I think it’s important to share because I know I’m not the only one who struggles with this, and also because I can’t help but notice that there are people out there (especially those who are trying to market MLM products) who post on social media every single day or create content every single day just to check a task off of a list because that’s what they’re told to do. While I admire and even aspire to that kind of consistency, I’m starting to think that my instinct not to put any original content out into the world on days when I feel like a sack of trash is actually the right instinct. For me, at least.

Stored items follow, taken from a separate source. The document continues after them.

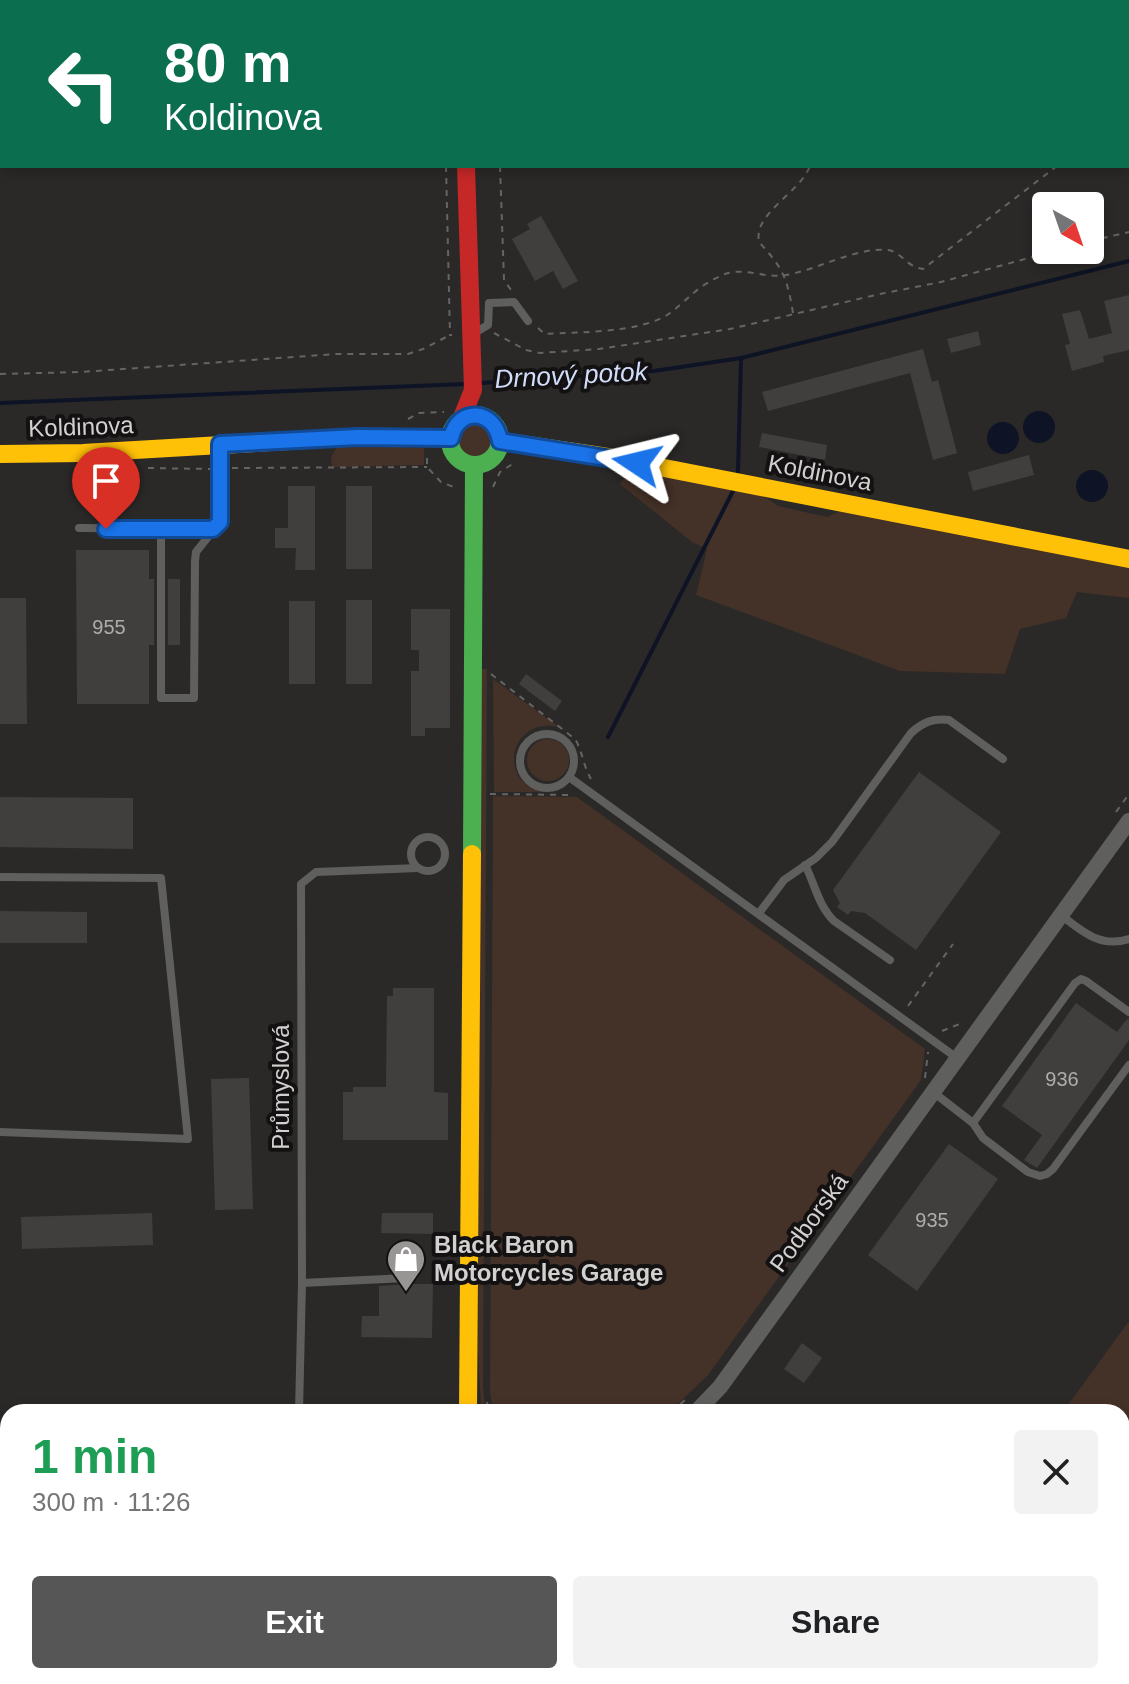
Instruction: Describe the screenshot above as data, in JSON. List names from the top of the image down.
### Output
{
  "streets": {
    "main road": ["Koldinova"],
    "street": ["Podborská"],
    "lane": ["Průmyslová"]
  },
  "water": ["Drnový potok"],
  "places": {
    "shop": ["Black Baron Motorcycles Garage"]
  },
  "house_numbers": ["955", "936", "935"],
  "north": "bottom right",
  "page": {
    "turn": ["80 m", "Koldinova"],
    "heading": ["1 min", "300 m · 11:26"],
    "buttons": ["Exit", "Share"]
  }
}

Considering that I’ve decided that my theme for the year is essentially “anti-perfectionism”, I’ve been struggling with knowing exactly what to do with this particular slump because it’s less that I’m concerned with being perfect than the fact that I just really don’t feel like creating anything right now unless it gives me a YES feeling when I create it. That’s how writing this feels right now because I think it’s important to explore the difference between procrastinating because one doesn’t feel “inspired” and just legitimately not being in the right head space to create, even if it’s just a social media post.
The way I see it is that if you’re your own brand or you promote yourself or your own services, you do need to be “on” when you create. Unsurprisingly, Gary Vaynerchuck echoed this in one of his live videos almost immediately after I was thinking about it, which I personally think confirms that we are actually the same human being (except he’s way smarter than me and I somehow don’t benefit from his success at all…? It’s not a perfect theory). I definitely have filler content and sometimes it’s necessary for those in-between, not-inspired-but-not-uninspired days, but I hope that the majority of what I post on social media and on my blogs is of value to whoever reads them.

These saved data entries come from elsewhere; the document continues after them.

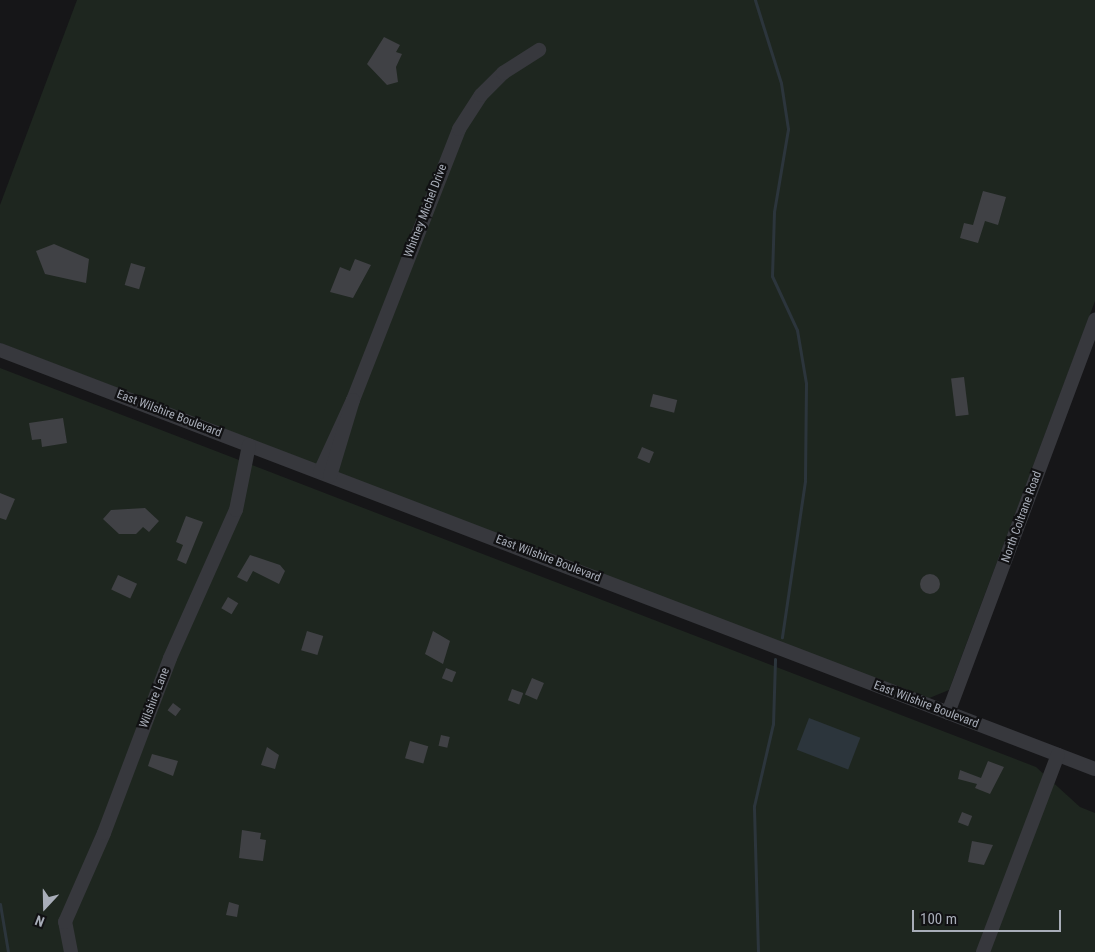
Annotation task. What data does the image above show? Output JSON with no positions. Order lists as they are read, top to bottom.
{
  "streets": {
    "street": [
      "Whitney Michel Drive",
      "East Wilshire Boulevard",
      "North Coltrane Road",
      "Wilshire Lane"
    ]
  },
  "crossings": [
    ["Whitney Michel Drive", "East Wilshire Boulevard"],
    ["East Wilshire Boulevard", "North Coltrane Road"],
    ["East Wilshire Boulevard", "Wilshire Lane"]
  ],
  "scale_bar": "100 m",
  "north": "bottom"
}
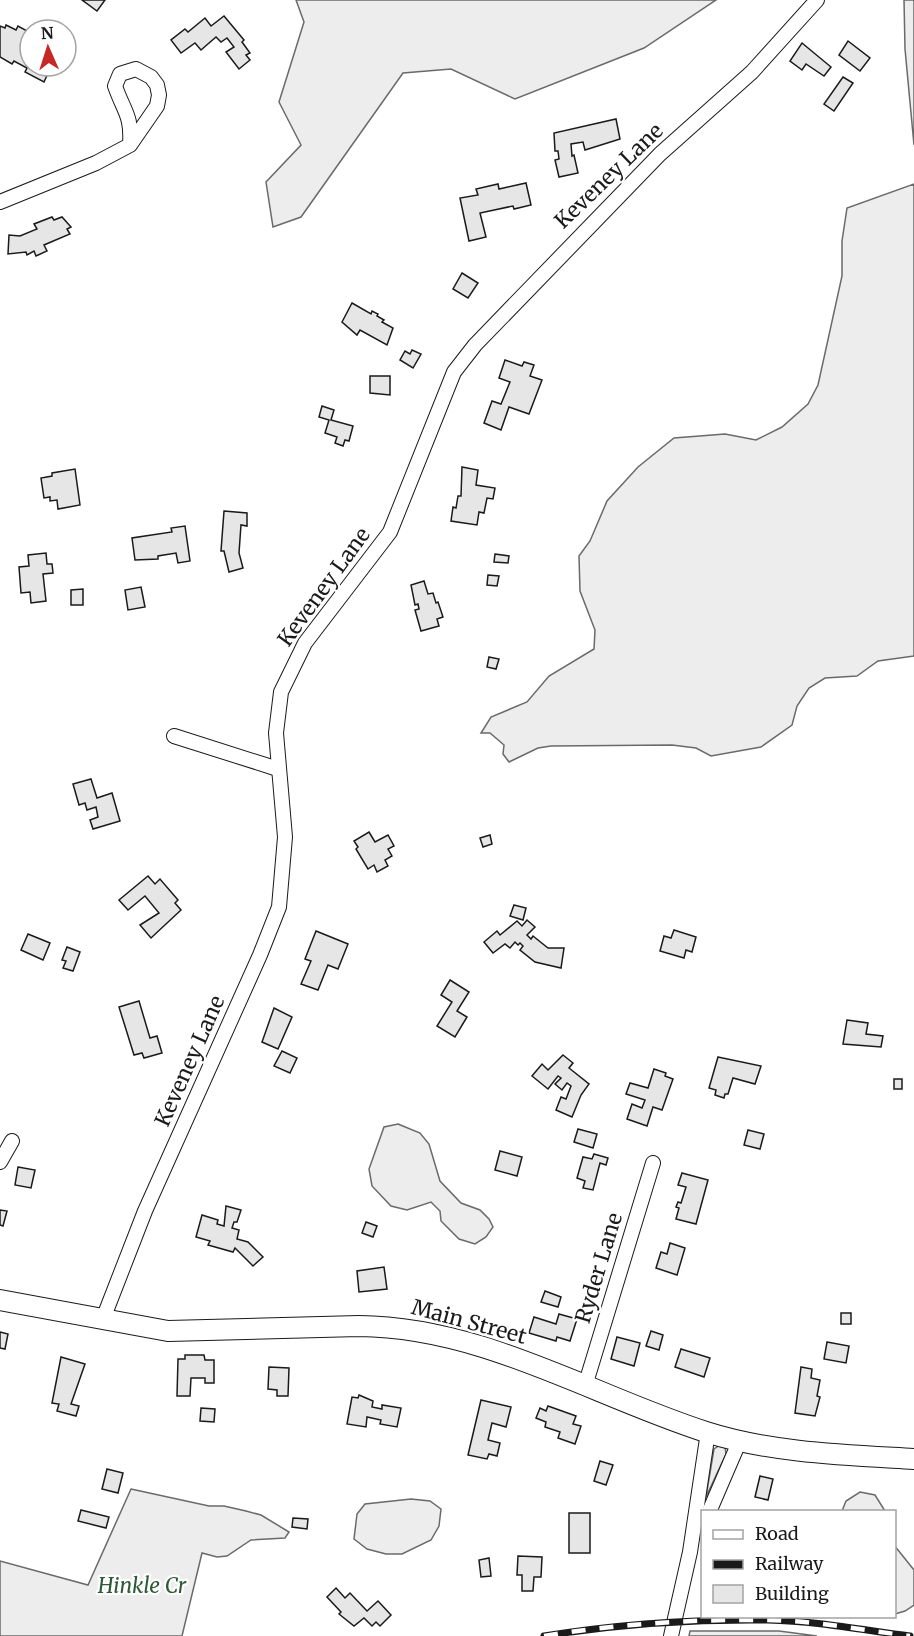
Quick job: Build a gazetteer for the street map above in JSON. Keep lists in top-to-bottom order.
{
  "streets": {
    "main road": ["Main Street"],
    "street": ["Keveney Lane", "Ryder Lane"]
  },
  "crossings": [
    ["Keveney Lane", "Main Street"],
    ["Ryder Lane", "Main Street"]
  ],
  "parks": ["Hinkle Cr"],
  "legend": ["Road", "Railway", "Building"],
  "north": "top"
}
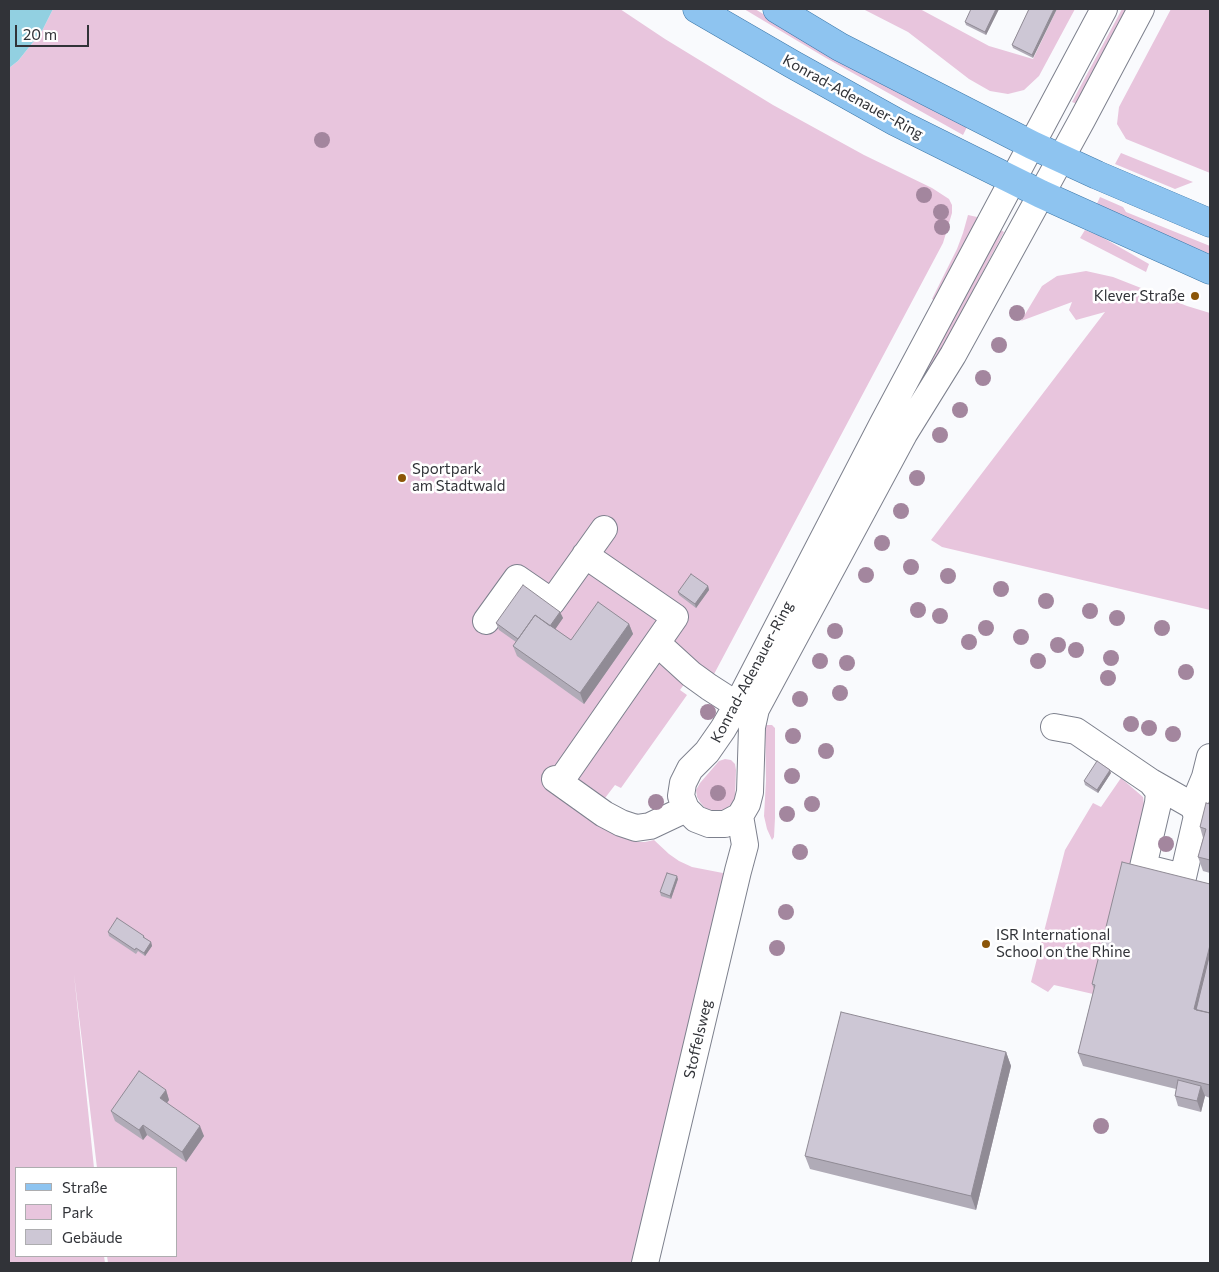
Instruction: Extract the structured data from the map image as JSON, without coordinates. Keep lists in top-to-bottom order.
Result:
{
  "streets": {
    "main road": ["Konrad-Adenauer-Ring"],
    "street": ["Stoffelsweg"]
  },
  "crossings": [
    ["Konrad-Adenauer-Ring", "Stoffelsweg"]
  ],
  "places": ["Klever Straße", "Sportpark am Stadtwald", "ISR International School on the Rhine"],
  "legend": ["Straße", "Park", "Gebäude"],
  "scale_bar": "20 m"
}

My point is, if you need a break, take it. I don’t think there’s a blanket set of rules, and I think there’s a lot more common sense involved in content creation than a lot of us are comfortable with. Obviously, consistency is key and starting and stopping whatever you’re doing isn’t going to yield the results you want. But, consistency doesn’t necessarily mean “every day” or “three times a week” or even “once a week”. Consistency is relative to the time frame you’ve assigned your goal.
If you want to see results next week and you’re doing whatever you’re doing with the intention of playing the short game, then yeah, you’re nuts to only spend one day this week doing whatever it is that will get you there. But if your project (or whatever it is) is something you’re committed to for life or at least the foreseeable future, consistency is relative to that.
A couple of weeks ago I texted my best friend about how I didn’t feel like I had much to say and I was worrying because I wasn’t sticking to my plan. She reminded me that a few unproductive days wouldn’t kill me, which is what I needed to hear. That conversation drew me back to one of my absolute favorite quotes from an author named James Arthur Ray, which is “being in a hurry is fear disguised as passion.” If you’re really not in a hurry, then why create things just to fill a short-term quota?
Again, I’m not knocking the fact that small, consistent action over time leads to results, I’m simply saying that the word “consistent” is relative. If I plan to spend the next five years building this blog, will these last few weeks really be the linchpin of the whole operation? Realistically, no, probably not.
Yes, it’s commendable to “show up”. But it’s also commendable to rest, take care of yourself, and to be self aware enough to realize that what you’re putting out into the world isn’t really necessary or valuable. Having had a little experience in the MLM world (for the record, I still love the products, just not the company or its structure), I know that you’re told to post every day, 1-3 times a day, with at least 1-2 Instagram stories. I also know that it feels like you’ve failed if you don’t adhere to that schedule and you think, “BUT WHAT IF TODAY WAS THE DAY THAT 30 PEOPLE WERE GOING TO RESPOND TO MY TOTALLY NEEDLESS SELFIE AND I WAS GOING TO MAKE ALL THE SALES?” They weren’t. It’s okay.
Honestly, I probably shouldn’t even publish this because a lot of my freelance clients check out my blogs when they decide if they want to work with me or not, but my freelance work isn’t what I’m talking about. If I’m given an assignment, I can finish it regardless of how “inspired” I feel, and I obviously wouldn’t advise anyone to flake out on work that they’re doing for someone else just because they’re feeling off. Again, I’m talking about passion projects that require content creation, whether that means art, music, writing, or even the social media posts you create to promote the project.
The world has enough garbage content circulating around the internet and beyond. Don’t knowingly contribute to it! And let’s be honest, you know when you’re not feeling it and you put stuff out there anyway. I know it sucks that you can’t wrap the rules of content creation and promotion into a neat little one-size-fits-all package, but truly, you can’t. Don’t do that to yourself or to the people you’re trying to reach.